• ABOUT THIS TASK
Provide the material again, with every line intact and exact.
══════════════════════════════
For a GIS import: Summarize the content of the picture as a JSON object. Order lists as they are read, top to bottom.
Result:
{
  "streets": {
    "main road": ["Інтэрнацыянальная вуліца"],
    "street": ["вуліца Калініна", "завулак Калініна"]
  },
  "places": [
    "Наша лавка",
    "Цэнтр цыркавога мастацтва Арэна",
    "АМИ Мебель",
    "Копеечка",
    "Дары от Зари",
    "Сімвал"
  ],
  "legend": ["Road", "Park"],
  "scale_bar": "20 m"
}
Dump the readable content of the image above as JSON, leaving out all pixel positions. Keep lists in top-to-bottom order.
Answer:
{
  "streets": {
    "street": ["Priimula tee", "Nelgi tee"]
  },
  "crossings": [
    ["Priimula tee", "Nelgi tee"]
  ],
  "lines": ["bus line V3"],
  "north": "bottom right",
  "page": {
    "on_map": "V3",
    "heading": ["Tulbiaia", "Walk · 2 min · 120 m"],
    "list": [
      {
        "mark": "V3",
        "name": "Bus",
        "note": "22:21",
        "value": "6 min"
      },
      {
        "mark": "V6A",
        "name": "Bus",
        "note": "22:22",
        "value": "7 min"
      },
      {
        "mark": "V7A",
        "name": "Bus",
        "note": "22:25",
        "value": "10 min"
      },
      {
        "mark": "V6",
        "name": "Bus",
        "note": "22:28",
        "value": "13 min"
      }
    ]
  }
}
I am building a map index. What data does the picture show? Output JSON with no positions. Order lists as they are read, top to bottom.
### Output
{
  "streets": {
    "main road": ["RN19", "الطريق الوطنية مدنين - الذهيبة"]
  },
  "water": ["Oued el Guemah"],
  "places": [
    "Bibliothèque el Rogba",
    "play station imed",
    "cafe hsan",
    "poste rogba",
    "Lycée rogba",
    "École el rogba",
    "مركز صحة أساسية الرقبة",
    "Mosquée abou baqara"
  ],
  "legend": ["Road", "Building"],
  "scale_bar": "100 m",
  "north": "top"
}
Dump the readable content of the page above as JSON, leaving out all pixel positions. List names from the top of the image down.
══════════════════════════════
• RESULT OF THIS EXERCISE
For a GIS import: Summarize the content of the picture as a JSON object. Order lists as they are read, top to bottom.
Result:
{
  "streets": {
    "main road": ["Інтэрнацыянальная вуліца"],
    "street": ["вуліца Калініна", "завулак Калініна"]
  },
  "places": [
    "Наша лавка",
    "Цэнтр цыркавога мастацтва Арэна",
    "АМИ Мебель",
    "Копеечка",
    "Дары от Зари",
    "Сімвал"
  ],
  "legend": ["Road", "Park"],
  "scale_bar": "20 m"
}
Dump the readable content of the image above as JSON, leaving out all pixel positions. Keep lists in top-to-bottom order.
Answer:
{
  "streets": {
    "street": ["Priimula tee", "Nelgi tee"]
  },
  "crossings": [
    ["Priimula tee", "Nelgi tee"]
  ],
  "lines": ["bus line V3"],
  "north": "bottom right",
  "page": {
    "on_map": "V3",
    "heading": ["Tulbiaia", "Walk · 2 min · 120 m"],
    "list": [
      {
        "mark": "V3",
        "name": "Bus",
        "note": "22:21",
        "value": "6 min"
      },
      {
        "mark": "V6A",
        "name": "Bus",
        "note": "22:22",
        "value": "7 min"
      },
      {
        "mark": "V7A",
        "name": "Bus",
        "note": "22:25",
        "value": "10 min"
      },
      {
        "mark": "V6",
        "name": "Bus",
        "note": "22:28",
        "value": "13 min"
      }
    ]
  }
}
I am building a map index. What data does the picture show? Output JSON with no positions. Order lists as they are read, top to bottom.
### Output
{
  "streets": {
    "main road": ["RN19", "الطريق الوطنية مدنين - الذهيبة"]
  },
  "water": ["Oued el Guemah"],
  "places": [
    "Bibliothèque el Rogba",
    "play station imed",
    "cafe hsan",
    "poste rogba",
    "Lycée rogba",
    "École el rogba",
    "مركز صحة أساسية الرقبة",
    "Mosquée abou baqara"
  ],
  "legend": ["Road", "Building"],
  "scale_bar": "100 m",
  "north": "top"
}
Dump the readable content of the page above as JSON, leaving out all pixel positions. List names from the top of the image down.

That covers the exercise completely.